# WHAT YOU ARE ASKED TO DO
It is required that all of the data be written out exactly.
INPUT FOR THIS TASK Start Marker
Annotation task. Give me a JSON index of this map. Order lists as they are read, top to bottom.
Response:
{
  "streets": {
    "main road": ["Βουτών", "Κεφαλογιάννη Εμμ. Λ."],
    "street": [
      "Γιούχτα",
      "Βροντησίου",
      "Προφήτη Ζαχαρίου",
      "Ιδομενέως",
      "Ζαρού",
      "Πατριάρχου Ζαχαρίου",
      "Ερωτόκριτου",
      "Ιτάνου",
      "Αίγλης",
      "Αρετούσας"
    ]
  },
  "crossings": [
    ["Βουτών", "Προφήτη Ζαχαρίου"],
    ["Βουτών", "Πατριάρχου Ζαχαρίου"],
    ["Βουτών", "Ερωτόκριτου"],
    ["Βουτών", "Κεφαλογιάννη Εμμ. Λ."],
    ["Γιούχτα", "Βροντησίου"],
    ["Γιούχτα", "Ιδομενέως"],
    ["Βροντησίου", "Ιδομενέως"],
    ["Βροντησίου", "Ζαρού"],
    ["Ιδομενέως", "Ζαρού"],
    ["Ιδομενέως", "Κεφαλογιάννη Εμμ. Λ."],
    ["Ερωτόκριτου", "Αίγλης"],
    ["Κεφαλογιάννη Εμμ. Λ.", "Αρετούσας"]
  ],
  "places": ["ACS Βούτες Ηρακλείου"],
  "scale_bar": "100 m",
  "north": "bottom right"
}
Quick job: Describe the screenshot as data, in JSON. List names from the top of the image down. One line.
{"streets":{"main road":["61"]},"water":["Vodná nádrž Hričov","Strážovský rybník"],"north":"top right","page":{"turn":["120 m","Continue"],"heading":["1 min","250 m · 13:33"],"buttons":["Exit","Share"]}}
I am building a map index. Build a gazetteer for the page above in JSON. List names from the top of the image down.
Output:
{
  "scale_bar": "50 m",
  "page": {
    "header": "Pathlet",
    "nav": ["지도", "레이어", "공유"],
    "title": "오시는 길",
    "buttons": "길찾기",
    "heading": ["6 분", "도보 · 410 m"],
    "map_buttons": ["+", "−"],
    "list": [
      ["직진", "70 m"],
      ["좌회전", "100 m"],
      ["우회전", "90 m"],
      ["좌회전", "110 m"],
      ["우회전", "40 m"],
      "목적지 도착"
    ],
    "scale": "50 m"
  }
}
INPUT FOR THIS TASK End Marker
# ANSWER
Annotation task. Give me a JSON index of this map. Order lists as they are read, top to bottom.
Response:
{
  "streets": {
    "main road": ["Βουτών", "Κεφαλογιάννη Εμμ. Λ."],
    "street": [
      "Γιούχτα",
      "Βροντησίου",
      "Προφήτη Ζαχαρίου",
      "Ιδομενέως",
      "Ζαρού",
      "Πατριάρχου Ζαχαρίου",
      "Ερωτόκριτου",
      "Ιτάνου",
      "Αίγλης",
      "Αρετούσας"
    ]
  },
  "crossings": [
    ["Βουτών", "Προφήτη Ζαχαρίου"],
    ["Βουτών", "Πατριάρχου Ζαχαρίου"],
    ["Βουτών", "Ερωτόκριτου"],
    ["Βουτών", "Κεφαλογιάννη Εμμ. Λ."],
    ["Γιούχτα", "Βροντησίου"],
    ["Γιούχτα", "Ιδομενέως"],
    ["Βροντησίου", "Ιδομενέως"],
    ["Βροντησίου", "Ζαρού"],
    ["Ιδομενέως", "Ζαρού"],
    ["Ιδομενέως", "Κεφαλογιάννη Εμμ. Λ."],
    ["Ερωτόκριτου", "Αίγλης"],
    ["Κεφαλογιάννη Εμμ. Λ.", "Αρετούσας"]
  ],
  "places": ["ACS Βούτες Ηρακλείου"],
  "scale_bar": "100 m",
  "north": "bottom right"
}
Quick job: Describe the screenshot as data, in JSON. List names from the top of the image down. One line.
{"streets":{"main road":["61"]},"water":["Vodná nádrž Hričov","Strážovský rybník"],"north":"top right","page":{"turn":["120 m","Continue"],"heading":["1 min","250 m · 13:33"],"buttons":["Exit","Share"]}}
I am building a map index. Build a gazetteer for the page above in JSON. List names from the top of the image down.
Output:
{
  "scale_bar": "50 m",
  "page": {
    "header": "Pathlet",
    "nav": ["지도", "레이어", "공유"],
    "title": "오시는 길",
    "buttons": "길찾기",
    "heading": ["6 분", "도보 · 410 m"],
    "map_buttons": ["+", "−"],
    "list": [
      ["직진", "70 m"],
      ["좌회전", "100 m"],
      ["우회전", "90 m"],
      ["좌회전", "110 m"],
      ["우회전", "40 m"],
      "목적지 도착"
    ],
    "scale": "50 m"
  }
}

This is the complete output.